Extracted data entries

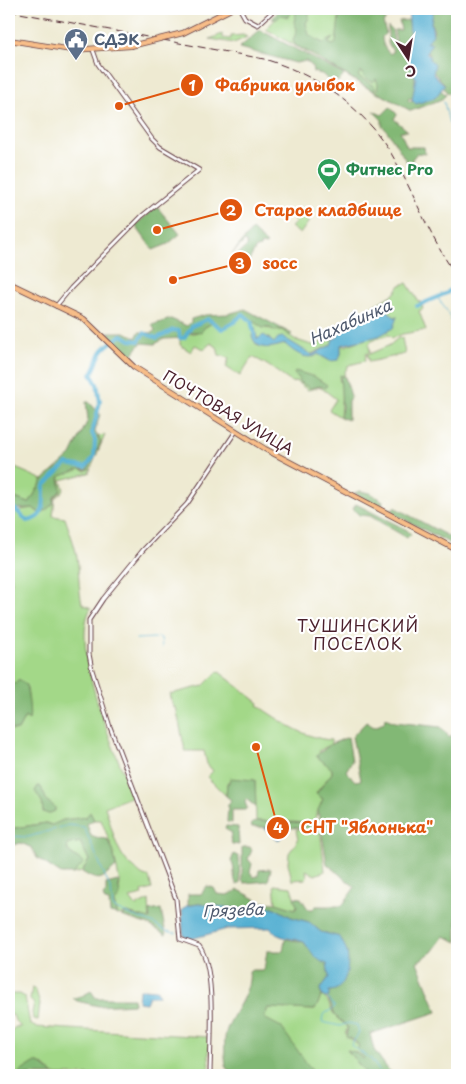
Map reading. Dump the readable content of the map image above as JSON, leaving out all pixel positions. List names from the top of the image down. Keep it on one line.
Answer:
{"streets":{"main road":["ПОЧТОВАЯ УЛИЦА"]},"districts":["ТУШИНСКИЙ ПОСЕЛОК"],"water":["Нахабинка","Грязева"],"places":{"public building":["СДЭК"],"other":["Фабрика улыбок","Старое кладбище","socc","СНТ \"Яблонька\""],"sports":["Фитнес Pro"]},"north":"bottom"}
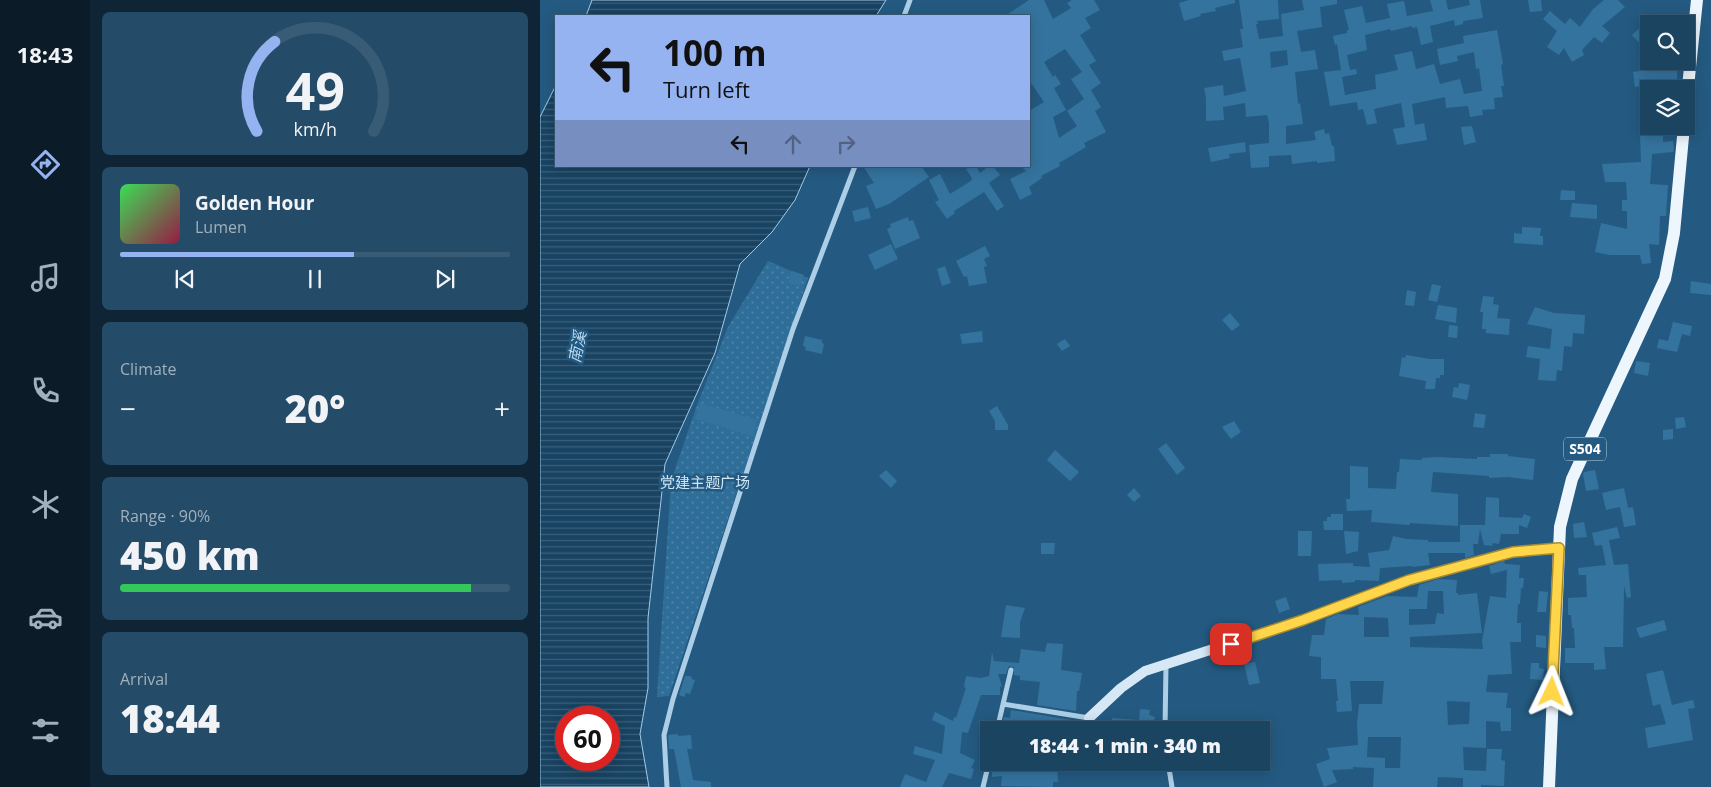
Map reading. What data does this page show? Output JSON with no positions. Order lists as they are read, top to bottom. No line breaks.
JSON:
{"streets":{"main road":["S504"]},"water":["南溪"],"parks":["党建主题广场"],"page":{"tabs":"18:43","turn":["100 m","Turn left"],"song":["Golden Hour","Lumen"],"tile":["Climate",["Range · 90%","450 km"],["Arrival","18:44"]],"heat":["−","20°","+"],"limit":"60","trip":"18:44 · 1 min · 340 m","gauge":["49","km/h"]}}
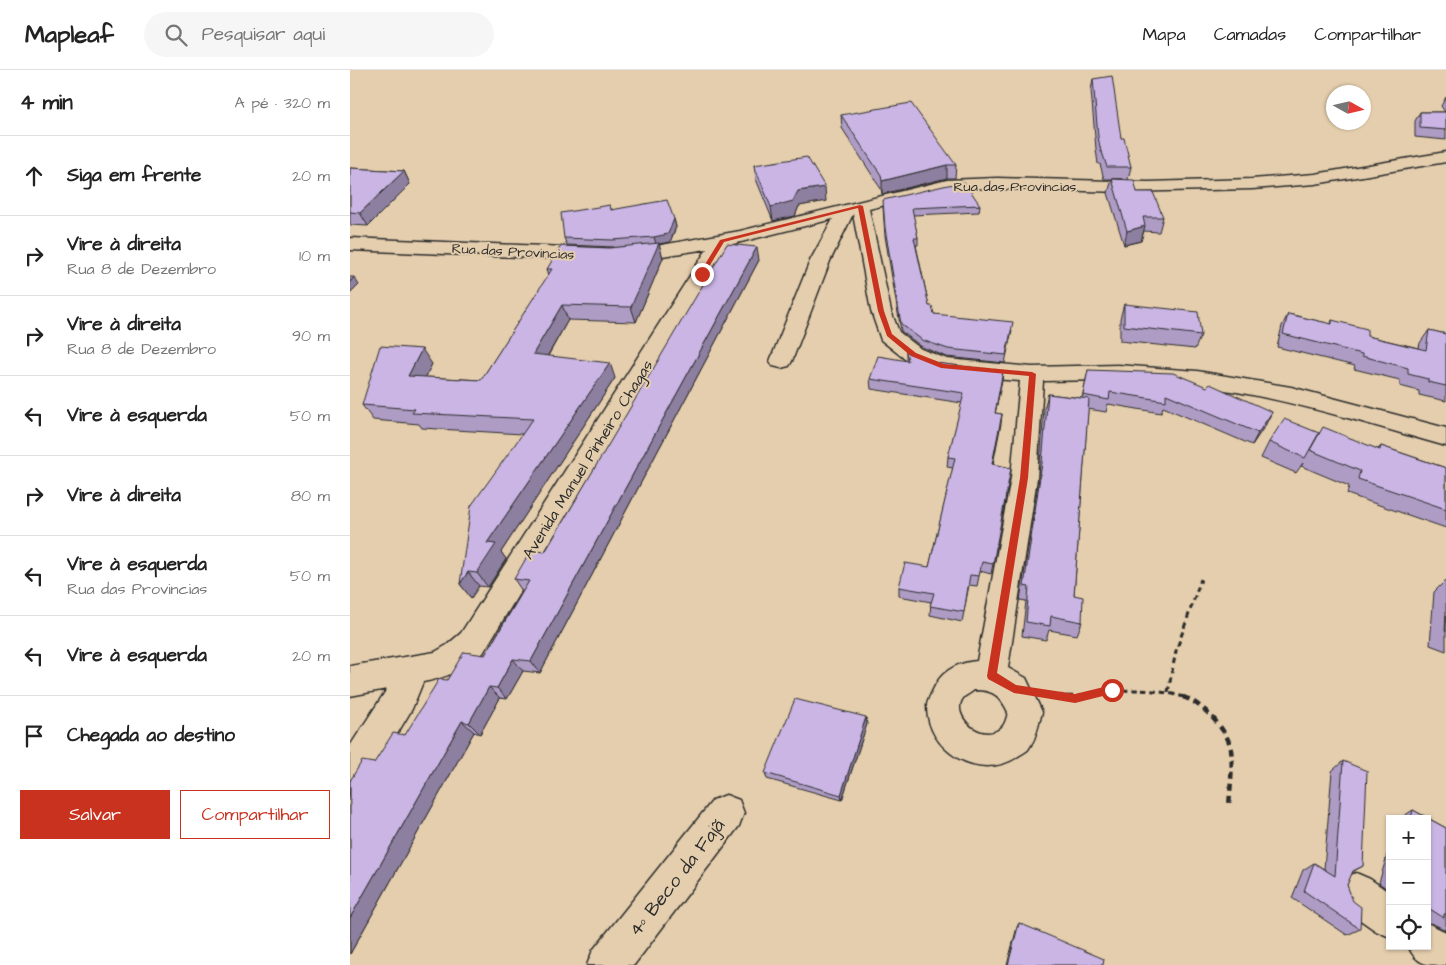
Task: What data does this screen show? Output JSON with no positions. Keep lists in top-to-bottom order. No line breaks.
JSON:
{"streets":{"street":["Rua das Provincias","Avenida Manuel Pinheiro Chagas","4º Beco da Fajã"]},"crossings":[["Rua das Provincias","Avenida Manuel Pinheiro Chagas"]],"north":"right","page":{"header":"Mapleaf","search":"Pesquisar aqui","nav":["Mapa","Camadas","Compartilhar"],"heading":["4 min","A pé · 320 m"],"list":[["Siga em frente","20 m"],["Vire à direita","Rua 8 de Dezembro","10 m"],["Vire à direita","Rua 8 de Dezembro","90 m"],["Vire à esquerda","50 m"],["Vire à direita","80 m"],["Vire à esquerda","Rua das Provincias","50 m"],["Vire à esquerda","20 m"],"Chegada ao destino"],"buttons":["Salvar","Compartilhar"],"map_buttons":["+","−"]}}
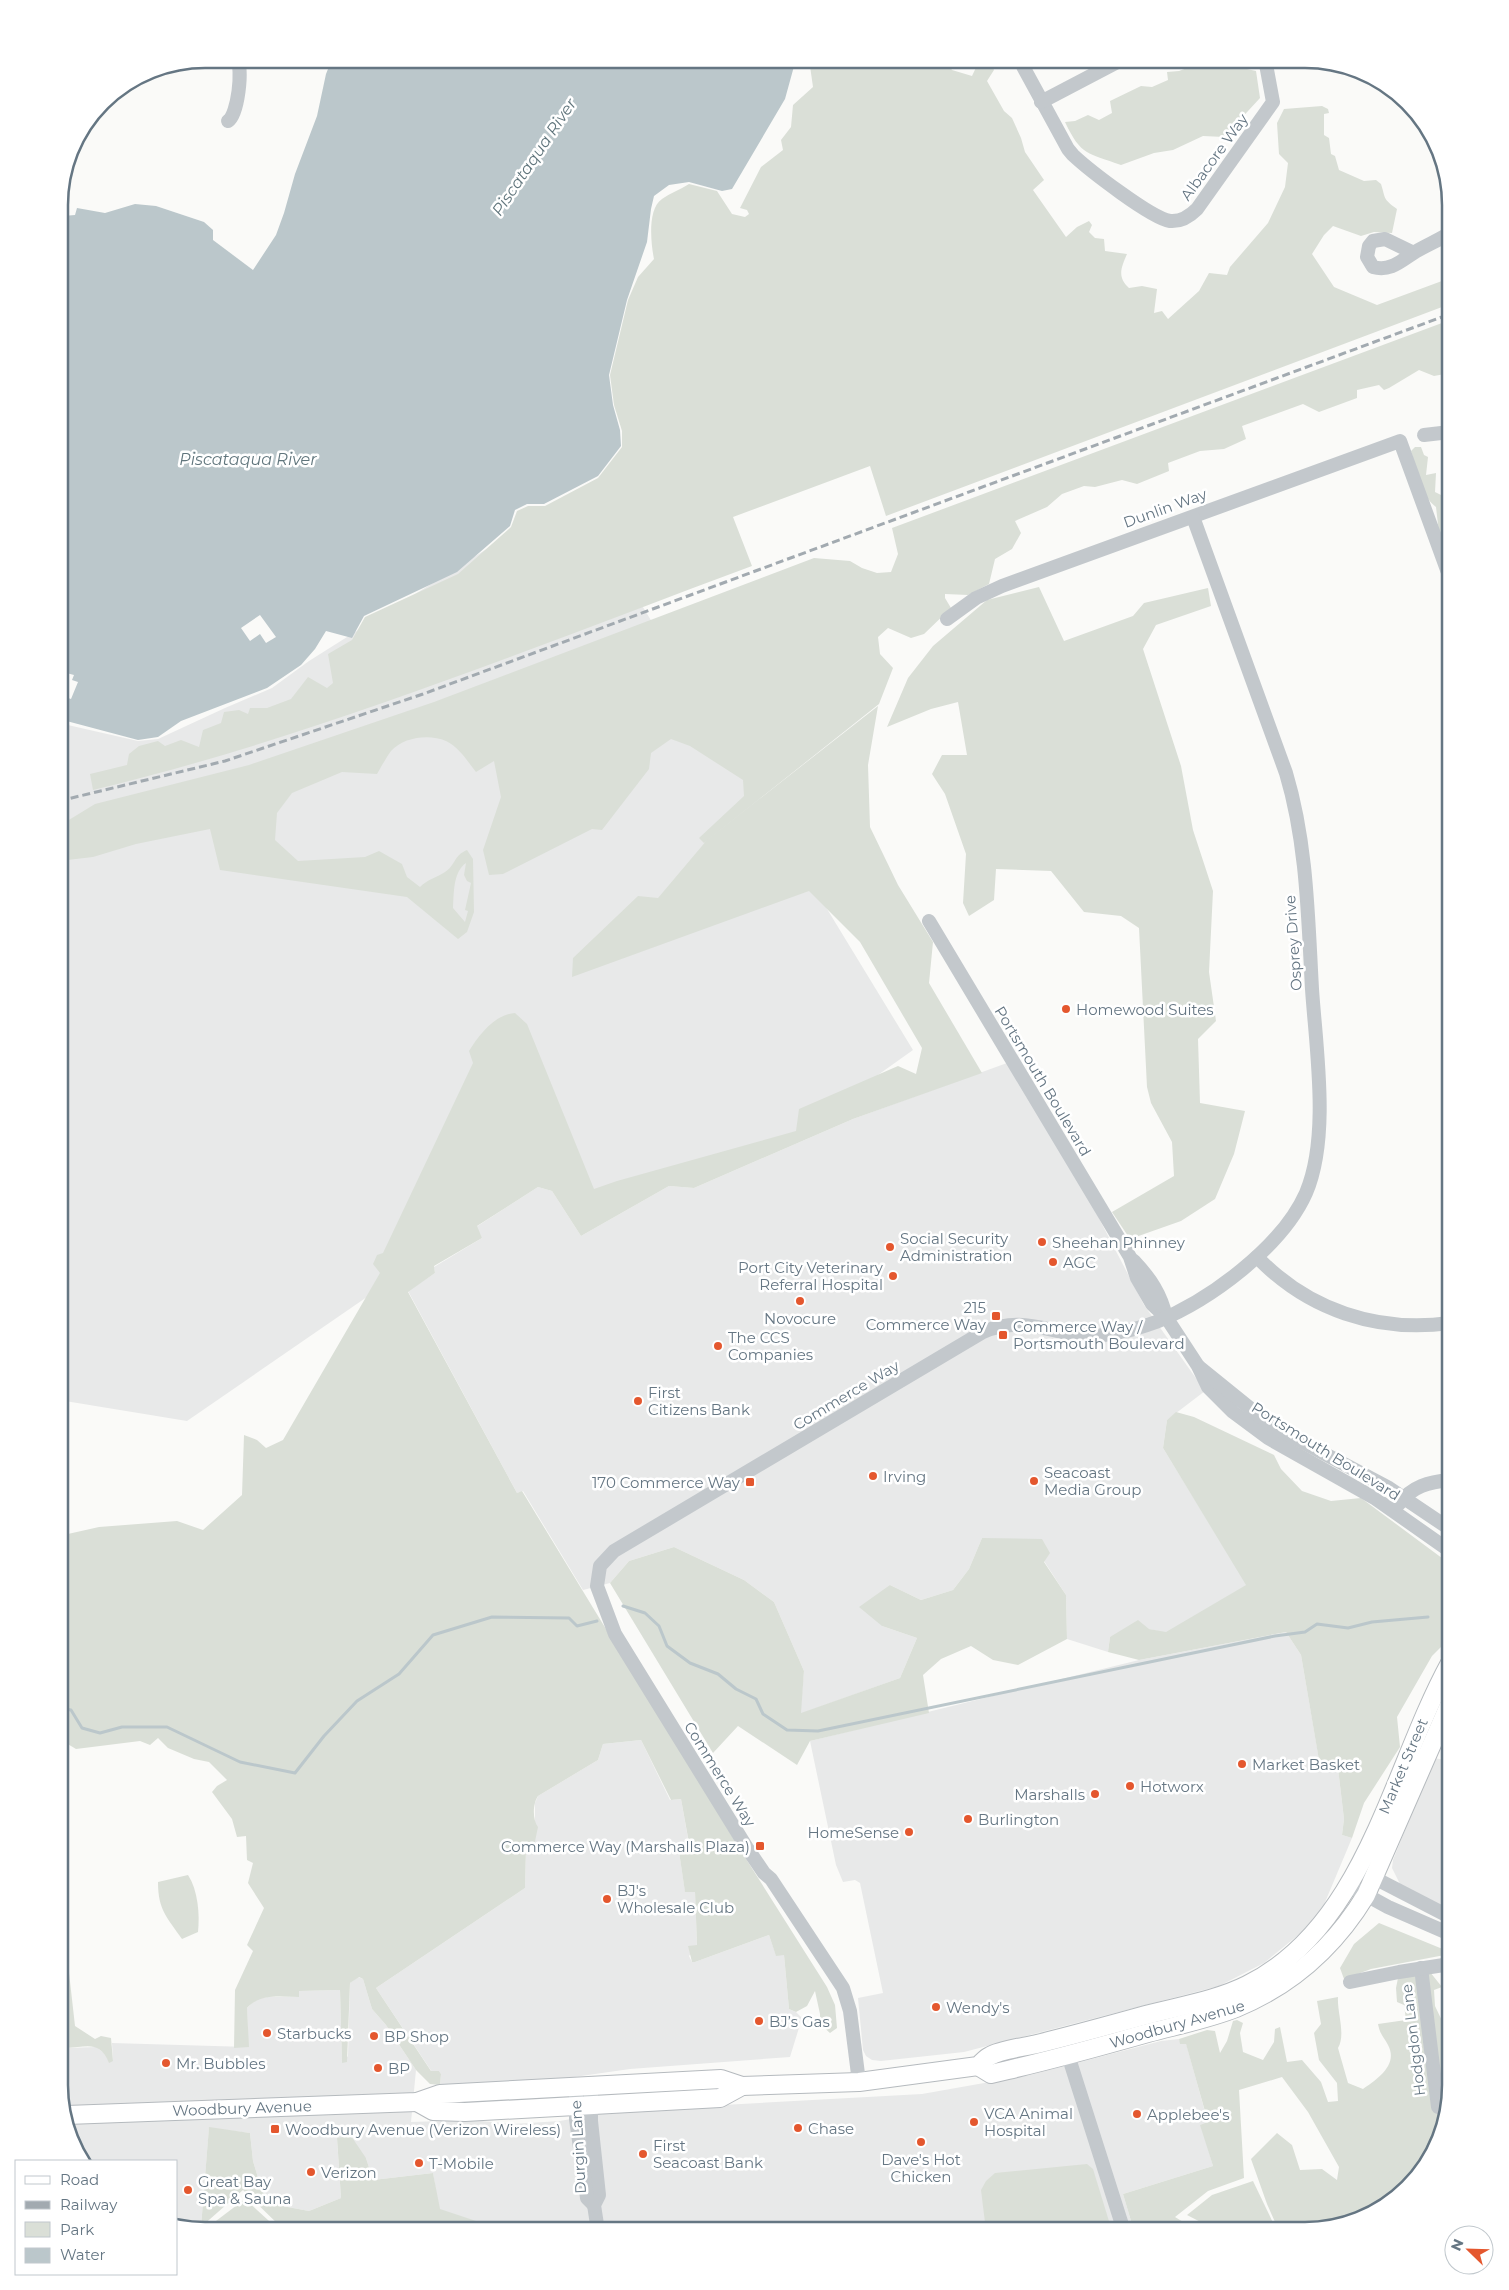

## [THE PROBLEM]
Starting with the first line of the data above, write out each line exactly up to and including the line that holds "Task: What data". Pictures stay out.

## [OUTPUT FOR THIS TASK]
Map reading. Dump the readable content of the map image above as JSON, leaving out all pixel positions. List names from the top of the image down. Keep it on one line.
Answer:
{"streets":{"main road":["ПОЧТОВАЯ УЛИЦА"]},"districts":["ТУШИНСКИЙ ПОСЕЛОК"],"water":["Нахабинка","Грязева"],"places":{"public building":["СДЭК"],"other":["Фабрика улыбок","Старое кладбище","socc","СНТ \"Яблонька\""],"sports":["Фитнес Pro"]},"north":"bottom"}
Map reading. What data does this page show? Output JSON with no positions. Order lists as they are read, top to bottom. No line breaks.
JSON:
{"streets":{"main road":["S504"]},"water":["南溪"],"parks":["党建主题广场"],"page":{"tabs":"18:43","turn":["100 m","Turn left"],"song":["Golden Hour","Lumen"],"tile":["Climate",["Range · 90%","450 km"],["Arrival","18:44"]],"heat":["−","20°","+"],"limit":"60","trip":"18:44 · 1 min · 340 m","gauge":["49","km/h"]}}
Task: What data does this screen show? Output JSON with no positions. Keep lists in top-to-bottom order. No line breaks.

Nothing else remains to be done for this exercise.